Quote Originally Posted by Cleaner13
Jef-El

thank you for your ideas and yes I believe in the push pull routine as well

but instead of having like chest/back and tris/bis, I put one big muscle with a smaller one

why did I do it?
well the main reason is that its something different but also doing two big muscles at the same time kind of sucks and even though they dont hit each other directly, lifting heavy with one and then going to another really takes alot out of you

in all honesty I dont think I could go heavy on deadlifts right after doing a heavy set of benching

your probably right about the boxing routine, however if I could best explain what kind of body I would want it would be that of a pro boxer or close to it(I know they train very hard and I would never discredit them and think I would reach that peakness)

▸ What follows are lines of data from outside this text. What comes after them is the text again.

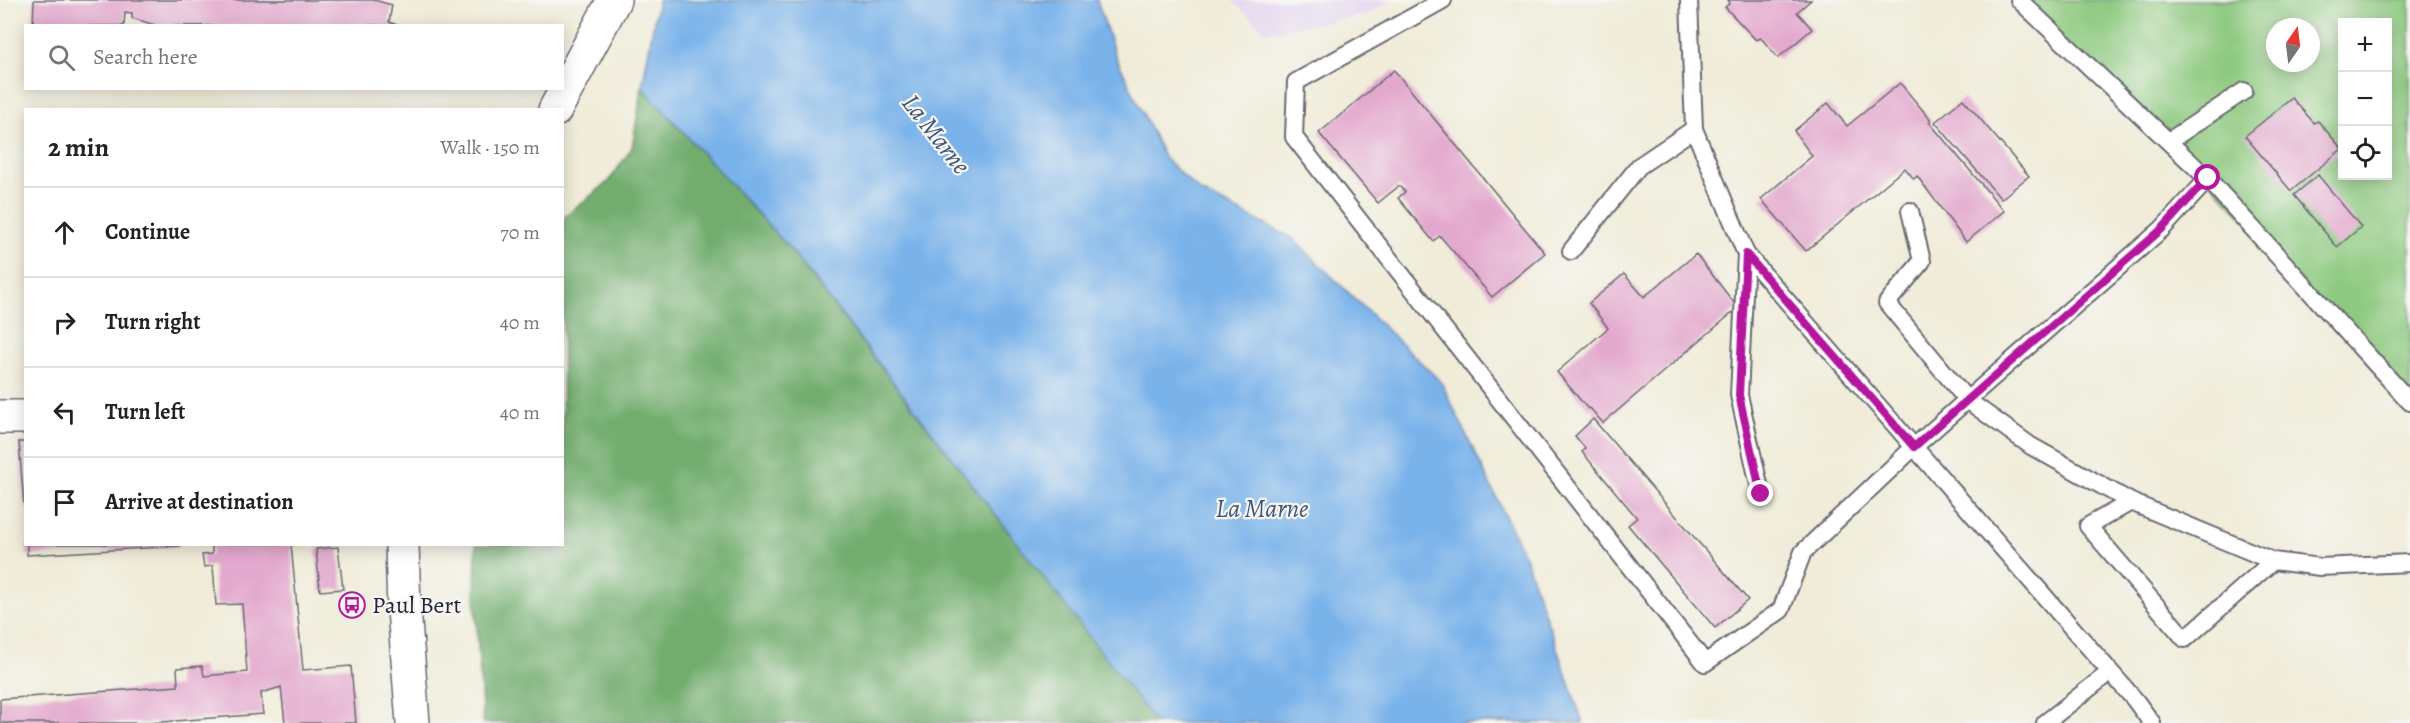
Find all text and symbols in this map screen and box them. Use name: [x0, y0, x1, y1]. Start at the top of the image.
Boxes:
north arrow: [2266, 18, 2320, 72]
map controls: [2338, 18, 2392, 180]
button: +: [2338, 18, 2392, 72]
search box: [24, 24, 564, 90]
icon: search: [45, 41, 78, 74]
text: Search here: [93, 42, 198, 72]
button: −: [2338, 72, 2392, 126]
water label: La Marne: [894, 87, 978, 181]
button: locate: [2338, 126, 2392, 180]
text: 2 min: [48, 130, 109, 165]
text: Walk · 150 m: [440, 134, 540, 161]
route start: [2194, 164, 2220, 190]
icon: ahead: [48, 216, 81, 249]
text: Continue: [105, 217, 190, 247]
text: 70 m: [500, 219, 540, 246]
icon: right: [48, 306, 81, 339]
text: Turn right: [105, 307, 201, 337]
text: 40 m: [500, 309, 540, 336]
icon: left: [48, 396, 81, 429]
text: Turn left: [105, 397, 185, 427]
text: 40 m: [500, 399, 540, 426]
route end: [1747, 480, 1773, 506]
icon: arrive: [48, 486, 81, 519]
text: Arrive at destination: [105, 487, 294, 517]
water label: La Marne: [1216, 491, 1308, 526]
place label: Paul Bert: [372, 589, 462, 621]
bus stop icon: Paul Bert: [337, 590, 367, 620]

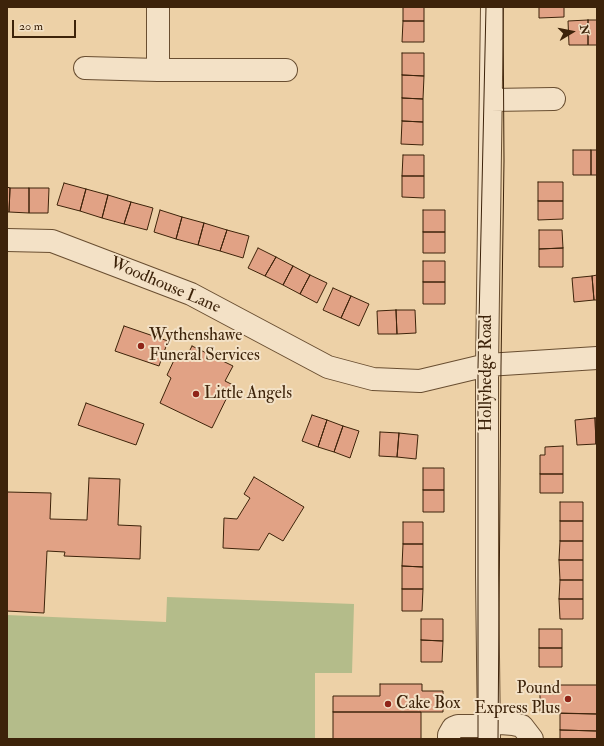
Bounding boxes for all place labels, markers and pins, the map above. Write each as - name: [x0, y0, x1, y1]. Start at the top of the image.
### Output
- place label: Wythenshawe Funeral Services: [149, 326, 260, 366]
- marker: Wythenshawe Funeral Services: [136, 341, 146, 351]
- place label: Little Angels: [204, 384, 292, 404]
- marker: Little Angels: [191, 389, 201, 399]
- place label: Pound Express Plus: [474, 679, 560, 719]
- place label: Cake Box: [396, 694, 461, 714]
- marker: Pound Express Plus: [563, 694, 573, 704]
- marker: Cake Box: [383, 699, 393, 709]

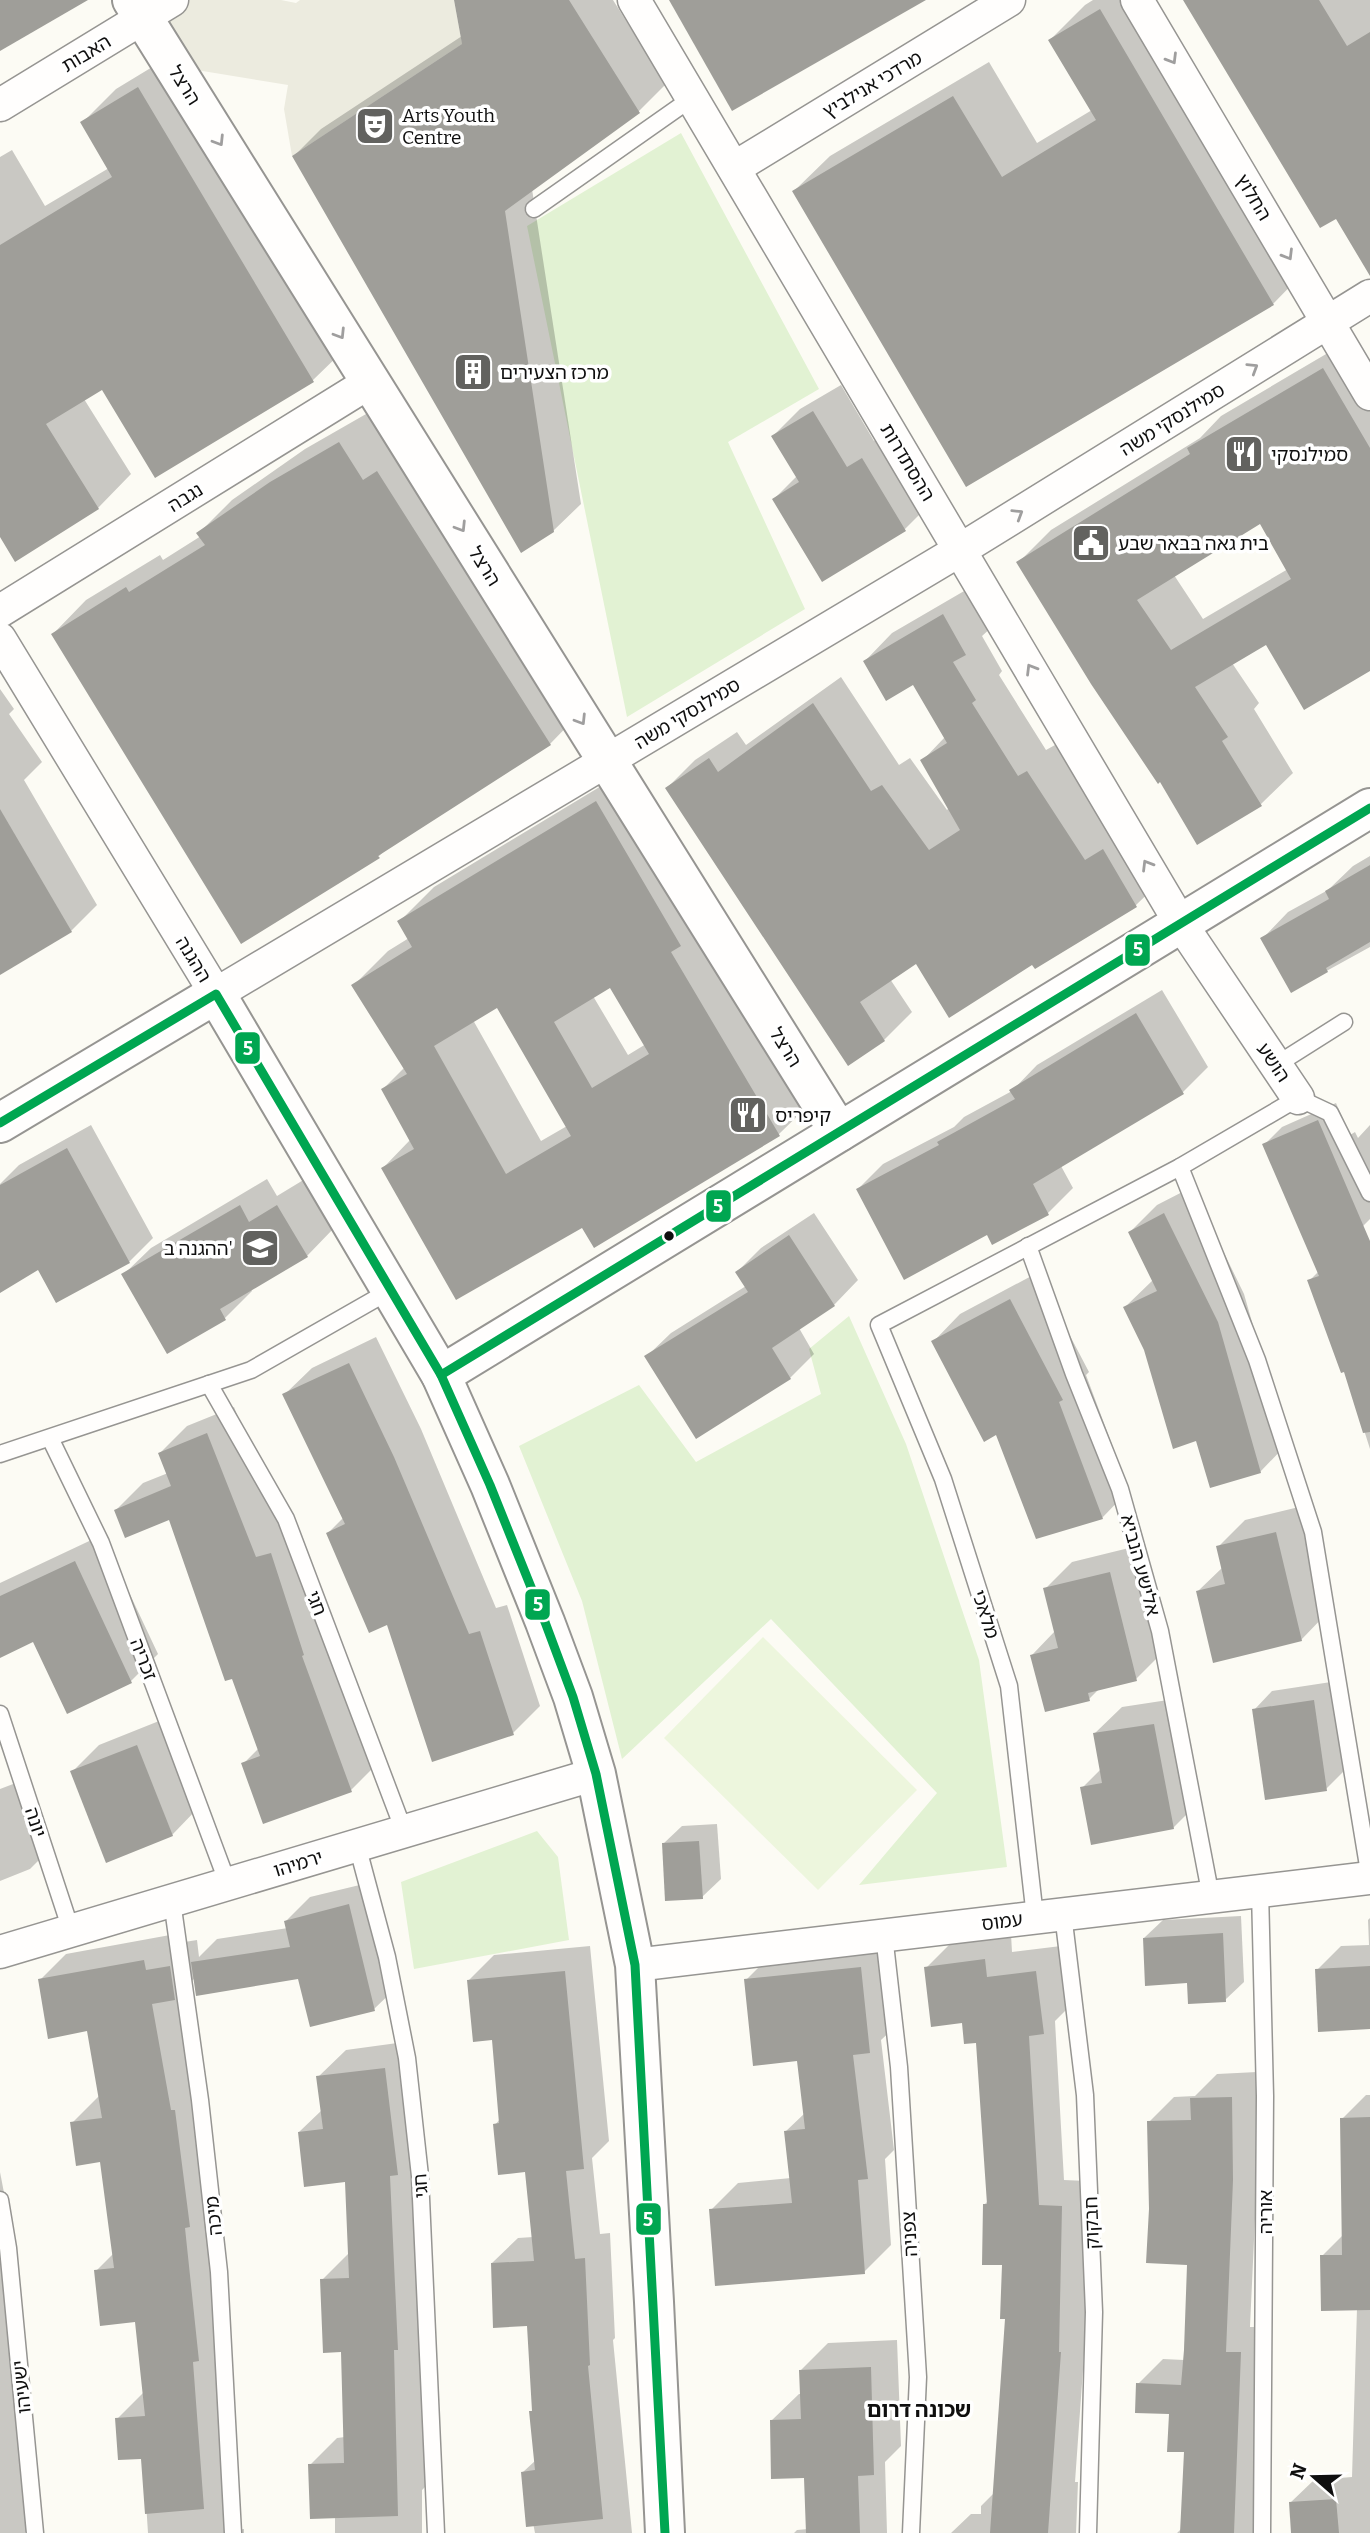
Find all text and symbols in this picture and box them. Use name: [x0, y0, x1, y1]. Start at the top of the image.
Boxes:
street label: האבות: [57, 30, 115, 77]
street label: מרדכי אנילביץ: [819, 46, 926, 123]
one-way arrow: [1164, 51, 1177, 64]
street label: הרצל: [164, 61, 206, 109]
place label: Arts Youth Centre: [402, 104, 495, 149]
theatre icon: Arts Youth Centre: [354, 105, 396, 147]
one-way arrow: [211, 134, 224, 147]
street label: החלוץ: [1231, 170, 1276, 225]
one-way arrow: [1279, 247, 1292, 260]
one-way arrow: [332, 326, 345, 339]
building icon: מרכז הצעירים: [452, 351, 494, 393]
place label: מרכז הצעירים: [500, 361, 609, 384]
one-way arrow: [1246, 364, 1259, 377]
street label: סמילנסקי משה: [1116, 378, 1229, 461]
street label: ההסתדרות: [875, 419, 940, 505]
restaurant icon: סמילנסקי: [1223, 433, 1265, 475]
place label: סמילנסקי: [1271, 443, 1348, 466]
street label: נגבה: [163, 478, 207, 517]
one-way arrow: [1011, 510, 1024, 523]
one-way arrow: [452, 519, 465, 532]
public building icon: בית גאה בבאר שבע: [1070, 522, 1112, 564]
place label: בית גאה בבאר שבע: [1118, 532, 1269, 555]
street label: הרצל: [464, 542, 506, 590]
one-way arrow: [1026, 664, 1039, 677]
street label: סמילנסקי משה: [630, 673, 744, 754]
one-way arrow: [573, 712, 586, 725]
one-way arrow: [1142, 860, 1155, 873]
street label: ההגנה: [171, 932, 216, 987]
line badge: 5: [1124, 933, 1151, 967]
text: 5: [1133, 938, 1143, 961]
street label: הרצל: [765, 1023, 807, 1071]
line badge: 5: [234, 1031, 261, 1065]
text: 5: [243, 1037, 253, 1060]
street label: הושע: [1252, 1038, 1295, 1086]
restaurant icon: קיפריס: [727, 1094, 769, 1136]
place label: קיפריס: [775, 1104, 831, 1127]
line badge: 5: [705, 1189, 732, 1223]
text: 5: [713, 1195, 723, 1218]
school or university icon: ההגנה ב': [239, 1227, 281, 1269]
unlabelled marker: [662, 1229, 676, 1243]
place label: ההגנה ב': [164, 1237, 233, 1260]
street label: אלישע הנביא: [1116, 1512, 1165, 1618]
street label: מלאכי: [967, 1587, 1004, 1641]
street label: חגי: [301, 1588, 332, 1619]
line badge: 5: [524, 1588, 551, 1621]
text: 5: [533, 1593, 543, 1616]
street label: זכריה: [125, 1635, 162, 1683]
street label: יונה: [20, 1804, 51, 1840]
street label: ירמיהו: [271, 1845, 326, 1882]
street label: עמוס: [980, 1908, 1024, 1935]
street label: חגי: [408, 2173, 433, 2199]
street label: אוריה: [1254, 2190, 1277, 2234]
street label: מיכה: [200, 2195, 227, 2237]
street label: חבקוק: [1079, 2196, 1104, 2250]
line badge: 5: [635, 2202, 662, 2236]
text: 5: [643, 2208, 653, 2231]
street label: צפניה: [897, 2211, 922, 2257]
street label: ישעיהו: [7, 2359, 36, 2415]
district label: שכונה דרום: [867, 2397, 971, 2423]
north arrow: [1279, 2442, 1349, 2512]
text: N: [1285, 2460, 1312, 2482]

however your thought on recovery has me thinking
if that is the case with the recovery that the speed/heavy bag will worsen recovery times

what do boxers do when they do that sort of training?
is there a way around it or is it something you gain by experience or?

if you have any of those answers please let me know so I have an idea of something to improve
By push pull I didnt mean Chest+back on one day, I meant Chest+tri(push) Back+bi(pull), Leg, shoulder days. I totally agree on the chest+back days being useless.

As far as boxing routine Im not sure, but I dont think punching a bag is going to get you a bigger chest etc... You dont see runners with big legs, you know what I mean? If you like punching ****, maybe you can do regular cardio and put the punching later in the week, farther from chest work.